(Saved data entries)

- - - -

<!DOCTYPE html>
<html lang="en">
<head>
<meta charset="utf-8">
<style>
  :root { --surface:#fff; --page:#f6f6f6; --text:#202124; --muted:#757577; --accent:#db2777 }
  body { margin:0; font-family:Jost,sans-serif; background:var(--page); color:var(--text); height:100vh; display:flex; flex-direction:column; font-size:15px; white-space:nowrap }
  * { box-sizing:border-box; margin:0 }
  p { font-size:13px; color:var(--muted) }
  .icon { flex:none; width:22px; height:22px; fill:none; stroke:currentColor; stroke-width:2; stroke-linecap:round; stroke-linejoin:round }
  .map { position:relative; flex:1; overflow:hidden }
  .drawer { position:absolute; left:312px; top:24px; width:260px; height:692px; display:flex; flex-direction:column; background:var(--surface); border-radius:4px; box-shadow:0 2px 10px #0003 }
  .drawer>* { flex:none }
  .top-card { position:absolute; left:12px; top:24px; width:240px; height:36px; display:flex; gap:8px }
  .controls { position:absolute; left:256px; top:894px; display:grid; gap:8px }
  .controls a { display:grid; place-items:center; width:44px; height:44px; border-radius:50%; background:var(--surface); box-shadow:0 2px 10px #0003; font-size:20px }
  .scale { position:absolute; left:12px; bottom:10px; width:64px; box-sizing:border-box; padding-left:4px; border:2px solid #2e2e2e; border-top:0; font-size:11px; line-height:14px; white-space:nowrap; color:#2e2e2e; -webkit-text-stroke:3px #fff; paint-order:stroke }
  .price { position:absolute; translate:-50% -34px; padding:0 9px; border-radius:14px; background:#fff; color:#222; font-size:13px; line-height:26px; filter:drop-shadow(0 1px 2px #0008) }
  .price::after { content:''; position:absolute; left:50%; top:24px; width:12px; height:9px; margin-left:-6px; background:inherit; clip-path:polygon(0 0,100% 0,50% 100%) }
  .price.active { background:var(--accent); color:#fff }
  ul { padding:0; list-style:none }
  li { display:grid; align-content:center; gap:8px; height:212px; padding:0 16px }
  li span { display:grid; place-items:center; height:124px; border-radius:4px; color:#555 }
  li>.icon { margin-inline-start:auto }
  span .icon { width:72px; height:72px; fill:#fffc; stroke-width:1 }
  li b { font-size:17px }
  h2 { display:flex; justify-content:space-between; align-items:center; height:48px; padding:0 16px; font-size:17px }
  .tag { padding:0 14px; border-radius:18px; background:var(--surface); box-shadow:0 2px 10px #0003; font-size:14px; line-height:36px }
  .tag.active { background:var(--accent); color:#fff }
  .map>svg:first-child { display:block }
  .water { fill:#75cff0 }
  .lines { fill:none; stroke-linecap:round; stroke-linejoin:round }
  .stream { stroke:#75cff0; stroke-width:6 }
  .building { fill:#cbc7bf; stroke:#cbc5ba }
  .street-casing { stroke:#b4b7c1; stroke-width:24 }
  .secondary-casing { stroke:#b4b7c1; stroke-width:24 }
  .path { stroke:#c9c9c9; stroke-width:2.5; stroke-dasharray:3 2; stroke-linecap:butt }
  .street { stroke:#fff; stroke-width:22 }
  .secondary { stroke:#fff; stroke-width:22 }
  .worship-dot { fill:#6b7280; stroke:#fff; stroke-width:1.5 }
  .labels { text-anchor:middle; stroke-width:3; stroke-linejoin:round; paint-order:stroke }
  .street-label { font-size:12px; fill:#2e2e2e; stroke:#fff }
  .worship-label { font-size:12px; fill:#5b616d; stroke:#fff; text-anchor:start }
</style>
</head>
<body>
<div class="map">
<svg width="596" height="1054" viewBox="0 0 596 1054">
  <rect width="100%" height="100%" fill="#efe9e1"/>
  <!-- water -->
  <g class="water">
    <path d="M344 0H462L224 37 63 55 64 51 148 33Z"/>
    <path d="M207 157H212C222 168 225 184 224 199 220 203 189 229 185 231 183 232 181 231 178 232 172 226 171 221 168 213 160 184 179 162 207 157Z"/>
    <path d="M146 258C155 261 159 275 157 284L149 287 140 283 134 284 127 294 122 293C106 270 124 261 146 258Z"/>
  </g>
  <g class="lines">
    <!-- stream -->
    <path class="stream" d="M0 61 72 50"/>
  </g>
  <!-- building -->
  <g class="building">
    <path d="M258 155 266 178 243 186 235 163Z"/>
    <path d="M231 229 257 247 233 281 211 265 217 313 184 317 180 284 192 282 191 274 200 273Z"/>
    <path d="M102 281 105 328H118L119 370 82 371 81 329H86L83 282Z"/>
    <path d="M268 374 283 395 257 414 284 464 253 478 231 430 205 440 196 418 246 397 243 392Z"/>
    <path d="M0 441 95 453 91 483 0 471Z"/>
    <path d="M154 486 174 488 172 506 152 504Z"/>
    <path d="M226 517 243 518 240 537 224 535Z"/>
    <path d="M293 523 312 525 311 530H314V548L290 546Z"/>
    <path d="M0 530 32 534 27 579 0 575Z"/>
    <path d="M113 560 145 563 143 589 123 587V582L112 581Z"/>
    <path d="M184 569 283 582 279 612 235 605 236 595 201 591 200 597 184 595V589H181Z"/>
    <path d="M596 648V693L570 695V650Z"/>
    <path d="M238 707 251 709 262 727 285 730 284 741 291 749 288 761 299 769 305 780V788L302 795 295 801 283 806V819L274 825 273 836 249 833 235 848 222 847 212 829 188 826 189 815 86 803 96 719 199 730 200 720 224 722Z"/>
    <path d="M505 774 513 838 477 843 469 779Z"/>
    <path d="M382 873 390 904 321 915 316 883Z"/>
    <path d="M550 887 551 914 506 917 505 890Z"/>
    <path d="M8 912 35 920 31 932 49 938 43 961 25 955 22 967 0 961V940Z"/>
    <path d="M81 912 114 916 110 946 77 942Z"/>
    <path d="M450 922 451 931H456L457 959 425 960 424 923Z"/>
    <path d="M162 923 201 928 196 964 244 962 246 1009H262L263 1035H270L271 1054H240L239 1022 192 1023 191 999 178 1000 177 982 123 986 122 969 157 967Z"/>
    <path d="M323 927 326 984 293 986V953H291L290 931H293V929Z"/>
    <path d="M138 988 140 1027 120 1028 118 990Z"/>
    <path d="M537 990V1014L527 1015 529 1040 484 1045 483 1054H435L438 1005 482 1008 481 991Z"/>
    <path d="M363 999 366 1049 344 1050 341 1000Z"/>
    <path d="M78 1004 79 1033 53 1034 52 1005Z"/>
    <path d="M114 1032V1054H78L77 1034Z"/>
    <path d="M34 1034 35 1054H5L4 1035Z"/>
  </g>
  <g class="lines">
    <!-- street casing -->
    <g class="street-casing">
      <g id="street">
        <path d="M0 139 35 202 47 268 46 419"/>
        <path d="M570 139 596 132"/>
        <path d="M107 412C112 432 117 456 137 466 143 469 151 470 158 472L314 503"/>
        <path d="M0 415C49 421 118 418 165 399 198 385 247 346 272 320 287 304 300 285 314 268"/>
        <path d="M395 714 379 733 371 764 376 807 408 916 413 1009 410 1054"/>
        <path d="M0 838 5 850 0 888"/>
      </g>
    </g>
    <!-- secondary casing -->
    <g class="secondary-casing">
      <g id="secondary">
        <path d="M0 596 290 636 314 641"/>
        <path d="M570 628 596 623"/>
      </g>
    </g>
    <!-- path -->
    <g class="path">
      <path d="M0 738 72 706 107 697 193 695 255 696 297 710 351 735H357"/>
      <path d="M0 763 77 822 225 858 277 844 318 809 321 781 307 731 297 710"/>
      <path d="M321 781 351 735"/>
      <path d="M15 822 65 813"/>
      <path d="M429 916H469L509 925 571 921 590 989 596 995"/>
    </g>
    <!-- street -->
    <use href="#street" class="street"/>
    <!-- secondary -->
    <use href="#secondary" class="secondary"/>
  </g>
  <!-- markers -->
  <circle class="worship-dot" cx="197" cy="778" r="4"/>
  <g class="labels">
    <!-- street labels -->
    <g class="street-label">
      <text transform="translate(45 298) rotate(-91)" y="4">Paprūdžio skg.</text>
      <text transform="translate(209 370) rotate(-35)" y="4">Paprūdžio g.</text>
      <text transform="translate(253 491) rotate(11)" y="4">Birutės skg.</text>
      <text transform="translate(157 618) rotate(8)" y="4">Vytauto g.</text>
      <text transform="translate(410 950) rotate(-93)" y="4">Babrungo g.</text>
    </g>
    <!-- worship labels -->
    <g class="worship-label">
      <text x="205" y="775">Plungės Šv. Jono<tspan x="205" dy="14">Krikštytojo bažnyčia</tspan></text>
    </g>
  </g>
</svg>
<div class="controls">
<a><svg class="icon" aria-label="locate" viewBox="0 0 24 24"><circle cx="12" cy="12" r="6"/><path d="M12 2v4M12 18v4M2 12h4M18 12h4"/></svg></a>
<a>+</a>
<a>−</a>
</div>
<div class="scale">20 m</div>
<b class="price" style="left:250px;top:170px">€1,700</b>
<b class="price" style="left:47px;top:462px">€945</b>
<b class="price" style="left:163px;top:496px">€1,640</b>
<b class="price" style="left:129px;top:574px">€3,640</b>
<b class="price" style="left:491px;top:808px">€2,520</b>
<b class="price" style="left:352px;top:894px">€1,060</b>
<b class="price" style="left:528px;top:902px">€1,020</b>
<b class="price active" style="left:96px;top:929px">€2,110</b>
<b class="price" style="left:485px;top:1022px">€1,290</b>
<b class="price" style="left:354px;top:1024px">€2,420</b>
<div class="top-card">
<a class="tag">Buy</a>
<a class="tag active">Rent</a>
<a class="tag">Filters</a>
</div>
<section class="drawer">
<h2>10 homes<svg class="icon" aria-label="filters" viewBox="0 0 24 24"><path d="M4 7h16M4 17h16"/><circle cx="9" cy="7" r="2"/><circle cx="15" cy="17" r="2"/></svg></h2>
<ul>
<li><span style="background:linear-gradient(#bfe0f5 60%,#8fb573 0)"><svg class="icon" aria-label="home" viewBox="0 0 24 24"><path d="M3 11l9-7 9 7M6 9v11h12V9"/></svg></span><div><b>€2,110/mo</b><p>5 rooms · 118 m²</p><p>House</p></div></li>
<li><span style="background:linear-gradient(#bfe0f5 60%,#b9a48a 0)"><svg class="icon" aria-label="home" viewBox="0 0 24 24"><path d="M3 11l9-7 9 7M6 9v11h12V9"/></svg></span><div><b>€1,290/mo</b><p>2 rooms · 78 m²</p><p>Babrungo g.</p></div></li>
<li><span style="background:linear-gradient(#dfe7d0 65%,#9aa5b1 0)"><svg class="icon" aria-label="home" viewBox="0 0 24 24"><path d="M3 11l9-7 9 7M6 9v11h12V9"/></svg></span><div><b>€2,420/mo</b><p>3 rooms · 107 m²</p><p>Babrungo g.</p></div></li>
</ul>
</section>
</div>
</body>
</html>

- - - -

### Task objective:
Your output should consist solely of the lines from the beginning of the entries through the line containing "--surface:#fff; --page:#f6f6f6; --text:#202124;", reproduced exactly.

### Solution below:
<!DOCTYPE html>
<html lang="en">
<head>
<meta charset="utf-8">
<style>
  :root { --surface:#fff; --page:#f6f6f6; --text:#202124; --muted:#757577; --accent:#db2777 }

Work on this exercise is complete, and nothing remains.